An internet sex sting operation is an undercover law enforcement operation in which a detective poses as a minor — typically a 13, 14, or 15-year-old — in an online chatroom, dating app, or messaging platform. The detective initiates or responds to contact with the suspect, introduces the topic of sexual activity, continues the conversation toward explicit sexual content, and ultimately arranges a meeting. When the suspect arrives at the agreed meeting location, officers arrest them for traveling to meet a minor for unlawful sexual activity under Florida Statute § 847.0135(4). In Polk County, these operations are conducted by the PCSO ICAC unit, sometimes in coordination with other local law enforcement agencies and the Florida Department of Law Enforcement (FDLE).
What Are the Charges in a Florida Internet Sex Sting Case?

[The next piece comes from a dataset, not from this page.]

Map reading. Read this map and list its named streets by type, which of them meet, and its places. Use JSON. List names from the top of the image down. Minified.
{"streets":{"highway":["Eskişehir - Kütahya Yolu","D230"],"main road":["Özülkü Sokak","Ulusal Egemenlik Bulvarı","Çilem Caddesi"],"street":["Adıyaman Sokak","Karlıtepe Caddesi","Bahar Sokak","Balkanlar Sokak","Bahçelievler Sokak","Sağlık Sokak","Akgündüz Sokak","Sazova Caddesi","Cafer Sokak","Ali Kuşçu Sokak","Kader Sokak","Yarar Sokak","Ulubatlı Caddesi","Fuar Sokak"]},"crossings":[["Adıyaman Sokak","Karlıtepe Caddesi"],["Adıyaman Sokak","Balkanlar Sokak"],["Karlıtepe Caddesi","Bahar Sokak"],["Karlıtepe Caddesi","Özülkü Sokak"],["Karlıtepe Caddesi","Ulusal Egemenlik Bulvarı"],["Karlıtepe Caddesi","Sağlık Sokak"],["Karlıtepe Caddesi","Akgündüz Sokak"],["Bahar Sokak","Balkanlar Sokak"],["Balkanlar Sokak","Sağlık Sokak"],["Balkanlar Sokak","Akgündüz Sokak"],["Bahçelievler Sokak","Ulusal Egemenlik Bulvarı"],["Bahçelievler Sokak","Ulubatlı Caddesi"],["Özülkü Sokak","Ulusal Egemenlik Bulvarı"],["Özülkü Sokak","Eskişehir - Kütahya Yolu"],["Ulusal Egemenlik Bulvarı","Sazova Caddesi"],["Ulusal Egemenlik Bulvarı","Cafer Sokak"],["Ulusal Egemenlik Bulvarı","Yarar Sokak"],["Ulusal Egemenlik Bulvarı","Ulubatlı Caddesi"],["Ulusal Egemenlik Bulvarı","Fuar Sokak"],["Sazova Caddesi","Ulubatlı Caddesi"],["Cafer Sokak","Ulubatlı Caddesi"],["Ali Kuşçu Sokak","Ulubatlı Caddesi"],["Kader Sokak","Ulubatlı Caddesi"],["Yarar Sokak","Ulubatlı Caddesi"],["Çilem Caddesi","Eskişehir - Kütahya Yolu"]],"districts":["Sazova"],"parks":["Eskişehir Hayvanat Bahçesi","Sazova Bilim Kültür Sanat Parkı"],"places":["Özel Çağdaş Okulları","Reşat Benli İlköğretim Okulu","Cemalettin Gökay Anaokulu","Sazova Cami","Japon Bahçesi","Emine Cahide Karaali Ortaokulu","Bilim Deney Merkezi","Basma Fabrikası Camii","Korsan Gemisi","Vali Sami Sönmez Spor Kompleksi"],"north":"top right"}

The primary charge in most internet sex sting cases is traveling to meet a minor for unlawful sexual activity under Florida Statute § 847.0135(4). This is a second-degree felony punishable by up to 15 years in Florida state prison, up to 15 years of probation, and a $10,000 fine. A conviction also triggers mandatory lifetime sex offender registration under § 943.0435. Additional charges often filed alongside the traveling charge include: use of a computer to seduce a minor under § 847.0135(3), another second-degree felony; and transmission of harmful material to a minor under § 847.0138, a third-degree felony. In cases where the suspect transmitted or requested images, federal charges under 18 U.S.C. § 2252 (distribution or receipt of child pornography) may also be filed by federal prosecutors.
What Is the Entrapment Defense in Florida Internet Sting Cases?
Entrapment is the most important and most frequently litigated defense in internet sex sting cases. Florida recognizes two forms of entrapment: subjective and objective.
What Is Subjective Entrapment in Florida?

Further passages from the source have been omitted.